Indonesia’s palm oil sector has been making headlines recently because of the sector’s connection with fires from peatland conversion. Late last year, President Joko “Jokowi” Widodo announced a shift in peatland management, with policies designed to halt agricultural expansion into peat forests while facilitating the rehabilitation of already degraded peatlands.

Given the economic importance of palm oil, Indonesian policy makers, industry, and communities are looking for ways to grow the sector’s productivity without contributing to this deforestation and emissions.

Indonesia's palm oil revenuesCPI analysts recently looked at how fiscal incentives for palm oil – and land use more broadly – could be adjusted to contribute to a more efficient and sustainable sector.

This graphic, produced by Tim Varga and Angela Falconer, shows that of the nearly one billion USD the Indonesian government collects annually in tax revenues from palm oil, less than 15% goes to the regions that produce the crop.

This distribution is much smaller than it is for other sectors.
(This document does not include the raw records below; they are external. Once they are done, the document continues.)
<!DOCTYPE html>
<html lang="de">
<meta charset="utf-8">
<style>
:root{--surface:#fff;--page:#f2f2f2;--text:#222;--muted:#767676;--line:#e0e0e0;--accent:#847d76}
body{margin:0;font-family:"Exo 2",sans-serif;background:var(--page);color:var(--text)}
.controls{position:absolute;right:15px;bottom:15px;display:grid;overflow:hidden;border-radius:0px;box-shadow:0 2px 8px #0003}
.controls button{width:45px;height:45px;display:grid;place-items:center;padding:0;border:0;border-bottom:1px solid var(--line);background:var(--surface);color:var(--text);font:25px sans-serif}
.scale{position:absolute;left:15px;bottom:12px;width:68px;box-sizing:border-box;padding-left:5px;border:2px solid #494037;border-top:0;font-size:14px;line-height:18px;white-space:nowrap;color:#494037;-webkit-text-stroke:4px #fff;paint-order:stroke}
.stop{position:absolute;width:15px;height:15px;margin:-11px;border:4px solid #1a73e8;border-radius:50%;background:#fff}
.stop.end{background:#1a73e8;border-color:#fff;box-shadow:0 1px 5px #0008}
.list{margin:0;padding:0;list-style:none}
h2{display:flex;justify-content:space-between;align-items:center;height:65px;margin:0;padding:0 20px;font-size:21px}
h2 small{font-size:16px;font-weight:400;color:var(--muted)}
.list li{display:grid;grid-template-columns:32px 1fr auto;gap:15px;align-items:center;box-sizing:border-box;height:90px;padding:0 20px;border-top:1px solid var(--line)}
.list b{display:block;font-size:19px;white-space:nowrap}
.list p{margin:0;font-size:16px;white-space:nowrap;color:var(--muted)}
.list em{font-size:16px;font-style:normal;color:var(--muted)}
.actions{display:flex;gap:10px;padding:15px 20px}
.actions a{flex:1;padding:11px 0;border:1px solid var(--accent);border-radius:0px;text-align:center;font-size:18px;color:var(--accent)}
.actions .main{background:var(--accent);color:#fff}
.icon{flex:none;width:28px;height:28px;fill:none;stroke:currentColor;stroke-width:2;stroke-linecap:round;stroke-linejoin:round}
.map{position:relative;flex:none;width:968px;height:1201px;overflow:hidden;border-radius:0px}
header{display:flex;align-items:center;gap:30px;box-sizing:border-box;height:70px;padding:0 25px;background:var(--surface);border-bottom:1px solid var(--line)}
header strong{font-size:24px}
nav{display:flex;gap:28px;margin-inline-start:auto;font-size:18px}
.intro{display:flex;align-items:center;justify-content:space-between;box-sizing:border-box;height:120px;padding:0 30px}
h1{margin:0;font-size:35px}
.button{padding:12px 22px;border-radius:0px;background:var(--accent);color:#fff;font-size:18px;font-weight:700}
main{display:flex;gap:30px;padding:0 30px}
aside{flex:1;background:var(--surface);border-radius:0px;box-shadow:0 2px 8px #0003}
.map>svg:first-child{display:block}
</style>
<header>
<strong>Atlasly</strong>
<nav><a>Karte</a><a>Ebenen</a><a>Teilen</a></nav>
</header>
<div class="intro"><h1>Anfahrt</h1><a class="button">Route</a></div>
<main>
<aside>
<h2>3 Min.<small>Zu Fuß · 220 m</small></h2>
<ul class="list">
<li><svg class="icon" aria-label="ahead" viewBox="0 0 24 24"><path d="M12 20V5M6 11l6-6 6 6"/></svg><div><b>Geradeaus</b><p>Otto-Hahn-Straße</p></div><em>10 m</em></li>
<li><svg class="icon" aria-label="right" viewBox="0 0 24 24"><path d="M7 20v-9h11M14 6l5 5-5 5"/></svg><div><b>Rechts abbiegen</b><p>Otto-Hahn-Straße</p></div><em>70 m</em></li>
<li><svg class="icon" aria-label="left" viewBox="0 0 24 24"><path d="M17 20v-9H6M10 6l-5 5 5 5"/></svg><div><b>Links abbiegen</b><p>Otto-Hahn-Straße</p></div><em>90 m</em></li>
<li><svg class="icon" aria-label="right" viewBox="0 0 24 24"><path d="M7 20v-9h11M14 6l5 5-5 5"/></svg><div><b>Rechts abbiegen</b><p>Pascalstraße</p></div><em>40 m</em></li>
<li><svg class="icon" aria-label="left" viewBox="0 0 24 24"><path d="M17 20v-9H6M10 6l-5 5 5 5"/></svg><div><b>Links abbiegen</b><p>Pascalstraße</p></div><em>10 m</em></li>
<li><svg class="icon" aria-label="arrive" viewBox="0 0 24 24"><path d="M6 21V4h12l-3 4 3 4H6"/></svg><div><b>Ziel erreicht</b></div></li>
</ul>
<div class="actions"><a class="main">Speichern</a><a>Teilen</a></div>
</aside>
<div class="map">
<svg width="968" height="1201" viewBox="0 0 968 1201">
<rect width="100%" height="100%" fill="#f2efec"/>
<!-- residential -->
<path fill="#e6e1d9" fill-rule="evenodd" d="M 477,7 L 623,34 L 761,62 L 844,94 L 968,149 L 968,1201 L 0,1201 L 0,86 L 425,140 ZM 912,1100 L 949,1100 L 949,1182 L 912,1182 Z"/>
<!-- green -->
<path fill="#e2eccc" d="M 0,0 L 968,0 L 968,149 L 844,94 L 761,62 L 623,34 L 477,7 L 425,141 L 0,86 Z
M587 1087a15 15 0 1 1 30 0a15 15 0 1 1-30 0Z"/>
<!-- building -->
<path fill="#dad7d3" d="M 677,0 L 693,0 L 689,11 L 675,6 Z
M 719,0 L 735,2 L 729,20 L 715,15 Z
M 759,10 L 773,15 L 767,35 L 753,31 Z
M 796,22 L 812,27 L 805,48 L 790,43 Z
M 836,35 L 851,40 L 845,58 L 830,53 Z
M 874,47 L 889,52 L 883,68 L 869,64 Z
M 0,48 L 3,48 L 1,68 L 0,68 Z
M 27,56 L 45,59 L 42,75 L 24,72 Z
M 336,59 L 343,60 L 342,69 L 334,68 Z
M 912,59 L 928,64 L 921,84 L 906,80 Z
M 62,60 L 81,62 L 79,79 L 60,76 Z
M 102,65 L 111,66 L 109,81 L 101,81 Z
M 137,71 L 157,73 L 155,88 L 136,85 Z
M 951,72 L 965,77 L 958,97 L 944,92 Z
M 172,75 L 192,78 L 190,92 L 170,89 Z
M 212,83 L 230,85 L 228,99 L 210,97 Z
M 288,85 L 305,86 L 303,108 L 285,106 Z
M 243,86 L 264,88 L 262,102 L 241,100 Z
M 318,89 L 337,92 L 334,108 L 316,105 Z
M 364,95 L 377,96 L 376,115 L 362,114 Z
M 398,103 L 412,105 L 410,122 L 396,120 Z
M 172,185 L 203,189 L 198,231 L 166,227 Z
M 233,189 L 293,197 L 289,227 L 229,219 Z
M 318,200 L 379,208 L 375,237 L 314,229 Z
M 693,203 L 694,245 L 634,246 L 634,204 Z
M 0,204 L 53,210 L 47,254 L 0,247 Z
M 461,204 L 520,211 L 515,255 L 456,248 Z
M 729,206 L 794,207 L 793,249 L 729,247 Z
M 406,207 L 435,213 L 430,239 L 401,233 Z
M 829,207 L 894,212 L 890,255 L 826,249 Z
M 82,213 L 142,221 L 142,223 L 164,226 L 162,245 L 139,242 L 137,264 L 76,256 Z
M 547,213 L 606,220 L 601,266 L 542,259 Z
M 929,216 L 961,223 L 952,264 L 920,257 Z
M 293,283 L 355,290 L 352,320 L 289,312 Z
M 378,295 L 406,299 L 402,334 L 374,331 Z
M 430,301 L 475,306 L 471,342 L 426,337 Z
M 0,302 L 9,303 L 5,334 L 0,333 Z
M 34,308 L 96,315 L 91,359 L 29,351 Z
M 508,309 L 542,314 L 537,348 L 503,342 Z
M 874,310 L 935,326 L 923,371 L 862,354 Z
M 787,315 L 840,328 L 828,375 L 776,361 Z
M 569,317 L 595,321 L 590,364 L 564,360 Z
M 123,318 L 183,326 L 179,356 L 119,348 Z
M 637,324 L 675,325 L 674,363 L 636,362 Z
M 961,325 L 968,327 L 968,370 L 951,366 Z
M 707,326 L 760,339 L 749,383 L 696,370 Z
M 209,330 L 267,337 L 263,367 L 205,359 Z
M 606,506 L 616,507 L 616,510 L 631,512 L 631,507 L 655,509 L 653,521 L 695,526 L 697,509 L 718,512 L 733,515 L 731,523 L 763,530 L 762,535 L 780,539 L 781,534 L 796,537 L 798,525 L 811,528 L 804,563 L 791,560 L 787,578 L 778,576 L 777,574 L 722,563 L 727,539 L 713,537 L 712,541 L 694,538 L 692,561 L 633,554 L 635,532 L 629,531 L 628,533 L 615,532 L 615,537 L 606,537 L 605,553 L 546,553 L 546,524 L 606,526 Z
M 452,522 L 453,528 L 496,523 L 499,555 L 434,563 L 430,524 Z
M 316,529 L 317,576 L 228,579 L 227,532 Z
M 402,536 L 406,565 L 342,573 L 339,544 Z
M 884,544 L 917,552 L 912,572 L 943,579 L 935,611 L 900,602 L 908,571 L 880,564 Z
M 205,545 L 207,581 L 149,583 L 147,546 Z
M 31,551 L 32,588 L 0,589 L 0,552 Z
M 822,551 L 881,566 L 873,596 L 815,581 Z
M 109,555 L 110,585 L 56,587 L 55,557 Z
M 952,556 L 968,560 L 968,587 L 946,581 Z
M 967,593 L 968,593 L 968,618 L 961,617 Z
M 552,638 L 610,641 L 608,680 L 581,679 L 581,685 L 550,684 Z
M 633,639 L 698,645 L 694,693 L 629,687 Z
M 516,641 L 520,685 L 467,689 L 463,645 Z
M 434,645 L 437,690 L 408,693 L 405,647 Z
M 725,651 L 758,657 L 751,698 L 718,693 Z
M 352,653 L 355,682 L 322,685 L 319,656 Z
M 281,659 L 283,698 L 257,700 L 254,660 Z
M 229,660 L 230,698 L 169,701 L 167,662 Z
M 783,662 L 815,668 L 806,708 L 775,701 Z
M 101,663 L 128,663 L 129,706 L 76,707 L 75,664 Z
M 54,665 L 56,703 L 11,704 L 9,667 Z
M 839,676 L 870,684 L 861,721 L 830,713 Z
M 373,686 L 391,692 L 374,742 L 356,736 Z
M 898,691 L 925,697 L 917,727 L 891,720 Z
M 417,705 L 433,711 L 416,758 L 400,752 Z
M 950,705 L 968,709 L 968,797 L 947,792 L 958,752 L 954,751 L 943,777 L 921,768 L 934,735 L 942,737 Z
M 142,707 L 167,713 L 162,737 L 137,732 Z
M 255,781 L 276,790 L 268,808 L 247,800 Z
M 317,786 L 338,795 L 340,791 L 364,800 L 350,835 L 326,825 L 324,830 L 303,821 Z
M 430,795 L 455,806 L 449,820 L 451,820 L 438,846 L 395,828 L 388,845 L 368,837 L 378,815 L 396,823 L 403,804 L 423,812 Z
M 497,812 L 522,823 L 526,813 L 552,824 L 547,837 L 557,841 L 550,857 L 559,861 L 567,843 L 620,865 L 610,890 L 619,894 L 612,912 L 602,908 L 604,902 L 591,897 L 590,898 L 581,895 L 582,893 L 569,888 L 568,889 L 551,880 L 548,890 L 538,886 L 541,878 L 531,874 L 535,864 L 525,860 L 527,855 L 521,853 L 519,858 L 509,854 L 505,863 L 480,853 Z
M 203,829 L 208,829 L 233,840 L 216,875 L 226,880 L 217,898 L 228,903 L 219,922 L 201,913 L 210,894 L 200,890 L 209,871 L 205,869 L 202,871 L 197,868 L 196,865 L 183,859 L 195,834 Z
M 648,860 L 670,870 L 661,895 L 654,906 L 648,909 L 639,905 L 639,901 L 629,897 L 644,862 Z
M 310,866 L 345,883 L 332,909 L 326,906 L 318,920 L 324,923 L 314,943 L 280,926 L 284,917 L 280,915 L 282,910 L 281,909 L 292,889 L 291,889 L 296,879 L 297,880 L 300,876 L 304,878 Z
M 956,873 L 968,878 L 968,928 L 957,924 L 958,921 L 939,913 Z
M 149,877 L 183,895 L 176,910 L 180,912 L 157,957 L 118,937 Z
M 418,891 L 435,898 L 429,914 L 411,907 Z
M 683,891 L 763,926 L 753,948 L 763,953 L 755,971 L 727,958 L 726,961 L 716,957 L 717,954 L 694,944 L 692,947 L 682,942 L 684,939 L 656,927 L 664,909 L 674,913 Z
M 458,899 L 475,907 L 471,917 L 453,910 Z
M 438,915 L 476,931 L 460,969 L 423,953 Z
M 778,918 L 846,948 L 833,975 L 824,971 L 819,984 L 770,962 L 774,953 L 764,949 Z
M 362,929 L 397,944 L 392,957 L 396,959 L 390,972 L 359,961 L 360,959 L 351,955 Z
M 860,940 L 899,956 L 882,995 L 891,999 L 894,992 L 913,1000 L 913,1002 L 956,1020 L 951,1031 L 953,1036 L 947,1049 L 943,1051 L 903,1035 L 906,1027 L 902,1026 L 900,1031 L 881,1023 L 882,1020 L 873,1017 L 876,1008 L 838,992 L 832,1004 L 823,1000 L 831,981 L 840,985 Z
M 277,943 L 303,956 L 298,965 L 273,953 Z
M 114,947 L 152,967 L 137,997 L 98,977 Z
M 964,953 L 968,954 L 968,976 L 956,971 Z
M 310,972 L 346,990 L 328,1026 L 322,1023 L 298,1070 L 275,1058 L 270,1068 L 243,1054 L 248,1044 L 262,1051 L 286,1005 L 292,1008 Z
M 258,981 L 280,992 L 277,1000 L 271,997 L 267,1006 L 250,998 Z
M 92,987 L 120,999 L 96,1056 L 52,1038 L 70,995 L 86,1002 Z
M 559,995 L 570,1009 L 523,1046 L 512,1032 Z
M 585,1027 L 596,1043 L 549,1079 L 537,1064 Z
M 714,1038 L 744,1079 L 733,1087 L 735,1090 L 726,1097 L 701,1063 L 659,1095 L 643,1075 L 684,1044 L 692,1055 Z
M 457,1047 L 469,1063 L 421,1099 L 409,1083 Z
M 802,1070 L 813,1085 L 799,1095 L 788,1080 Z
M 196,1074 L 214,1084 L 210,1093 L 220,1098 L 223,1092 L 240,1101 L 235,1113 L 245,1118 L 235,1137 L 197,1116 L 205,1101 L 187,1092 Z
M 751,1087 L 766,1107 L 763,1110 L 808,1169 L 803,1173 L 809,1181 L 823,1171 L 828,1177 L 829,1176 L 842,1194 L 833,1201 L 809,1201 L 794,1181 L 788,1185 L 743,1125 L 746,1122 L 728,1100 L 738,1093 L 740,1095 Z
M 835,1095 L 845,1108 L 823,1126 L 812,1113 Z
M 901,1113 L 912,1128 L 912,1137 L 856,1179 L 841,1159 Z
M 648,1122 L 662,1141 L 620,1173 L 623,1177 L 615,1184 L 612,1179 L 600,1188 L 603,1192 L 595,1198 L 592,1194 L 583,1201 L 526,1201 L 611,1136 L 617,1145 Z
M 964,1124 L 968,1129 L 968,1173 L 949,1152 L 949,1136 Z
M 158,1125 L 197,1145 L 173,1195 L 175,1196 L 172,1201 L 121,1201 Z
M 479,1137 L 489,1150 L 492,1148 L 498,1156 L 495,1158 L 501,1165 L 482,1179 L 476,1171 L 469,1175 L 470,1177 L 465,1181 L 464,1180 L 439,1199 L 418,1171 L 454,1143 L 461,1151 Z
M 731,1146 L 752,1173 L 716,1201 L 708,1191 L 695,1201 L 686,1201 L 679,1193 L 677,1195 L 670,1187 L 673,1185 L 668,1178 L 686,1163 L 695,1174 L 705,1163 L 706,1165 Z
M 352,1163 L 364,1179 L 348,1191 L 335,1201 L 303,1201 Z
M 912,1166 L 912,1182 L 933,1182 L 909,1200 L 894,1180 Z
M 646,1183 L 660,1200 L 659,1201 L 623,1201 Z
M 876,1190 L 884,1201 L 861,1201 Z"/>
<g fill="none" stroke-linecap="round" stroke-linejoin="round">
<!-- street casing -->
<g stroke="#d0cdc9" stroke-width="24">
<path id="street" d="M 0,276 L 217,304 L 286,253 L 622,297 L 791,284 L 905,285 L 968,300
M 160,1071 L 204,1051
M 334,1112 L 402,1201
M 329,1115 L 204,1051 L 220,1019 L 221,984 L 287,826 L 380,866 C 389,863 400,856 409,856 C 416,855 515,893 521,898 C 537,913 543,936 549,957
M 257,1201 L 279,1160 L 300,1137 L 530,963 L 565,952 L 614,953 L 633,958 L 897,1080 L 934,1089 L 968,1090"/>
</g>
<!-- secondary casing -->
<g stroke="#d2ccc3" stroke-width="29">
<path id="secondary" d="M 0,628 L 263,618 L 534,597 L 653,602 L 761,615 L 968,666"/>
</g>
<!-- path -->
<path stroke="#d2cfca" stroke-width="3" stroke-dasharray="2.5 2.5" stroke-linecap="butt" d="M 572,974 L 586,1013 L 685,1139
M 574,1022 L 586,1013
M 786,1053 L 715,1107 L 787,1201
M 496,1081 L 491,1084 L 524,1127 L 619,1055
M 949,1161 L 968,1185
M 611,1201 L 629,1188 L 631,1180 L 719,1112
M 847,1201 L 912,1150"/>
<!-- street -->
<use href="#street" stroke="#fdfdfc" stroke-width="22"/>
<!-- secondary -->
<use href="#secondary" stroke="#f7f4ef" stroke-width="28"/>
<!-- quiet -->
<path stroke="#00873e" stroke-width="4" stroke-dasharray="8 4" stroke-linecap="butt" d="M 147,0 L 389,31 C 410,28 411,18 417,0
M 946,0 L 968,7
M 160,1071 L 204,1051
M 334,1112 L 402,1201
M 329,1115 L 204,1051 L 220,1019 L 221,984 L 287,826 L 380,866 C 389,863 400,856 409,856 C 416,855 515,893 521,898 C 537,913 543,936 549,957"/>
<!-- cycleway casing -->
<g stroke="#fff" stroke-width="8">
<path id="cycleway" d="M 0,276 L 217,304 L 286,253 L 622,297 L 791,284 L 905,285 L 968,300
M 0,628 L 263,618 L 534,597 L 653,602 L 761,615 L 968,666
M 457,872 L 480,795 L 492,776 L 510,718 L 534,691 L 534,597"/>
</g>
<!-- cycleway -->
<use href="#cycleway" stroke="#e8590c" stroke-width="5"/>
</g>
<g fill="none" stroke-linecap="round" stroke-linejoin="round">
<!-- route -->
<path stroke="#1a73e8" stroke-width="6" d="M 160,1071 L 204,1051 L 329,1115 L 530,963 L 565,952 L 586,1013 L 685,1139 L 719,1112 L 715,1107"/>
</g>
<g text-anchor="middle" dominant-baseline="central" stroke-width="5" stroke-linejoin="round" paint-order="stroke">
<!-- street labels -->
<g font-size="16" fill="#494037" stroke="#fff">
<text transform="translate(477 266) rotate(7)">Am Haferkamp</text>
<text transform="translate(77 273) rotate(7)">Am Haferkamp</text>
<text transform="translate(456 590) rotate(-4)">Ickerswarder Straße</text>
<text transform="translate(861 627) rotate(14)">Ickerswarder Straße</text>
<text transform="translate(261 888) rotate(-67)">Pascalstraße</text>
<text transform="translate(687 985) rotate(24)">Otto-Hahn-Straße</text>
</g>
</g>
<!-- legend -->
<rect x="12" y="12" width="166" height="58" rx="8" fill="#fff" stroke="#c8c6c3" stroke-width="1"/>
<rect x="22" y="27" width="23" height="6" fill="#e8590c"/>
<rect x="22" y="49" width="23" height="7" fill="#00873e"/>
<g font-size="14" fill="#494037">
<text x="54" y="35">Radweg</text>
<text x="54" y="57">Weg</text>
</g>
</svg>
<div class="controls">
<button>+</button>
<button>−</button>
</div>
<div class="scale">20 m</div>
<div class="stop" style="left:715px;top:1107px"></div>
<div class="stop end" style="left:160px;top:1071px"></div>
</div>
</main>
For example, in mining, 80% of royalties, or over one billion USD, goes to regional governments. Comparatively, regions receive a much smaller share of revenues from palm oil, and in fact, one of the only paths for regional governments to gain revenues from palm oil is through granting land permits. As a result, Indonesia’s current revenue collection and distribution system may indirectly incentivize land expansion and peatland conversion over other more sustainable means of growing the sector’s productivity. The study recommends adjustments to revenue sharing mechanisms as a way to increase productivity and meet the government’s goals.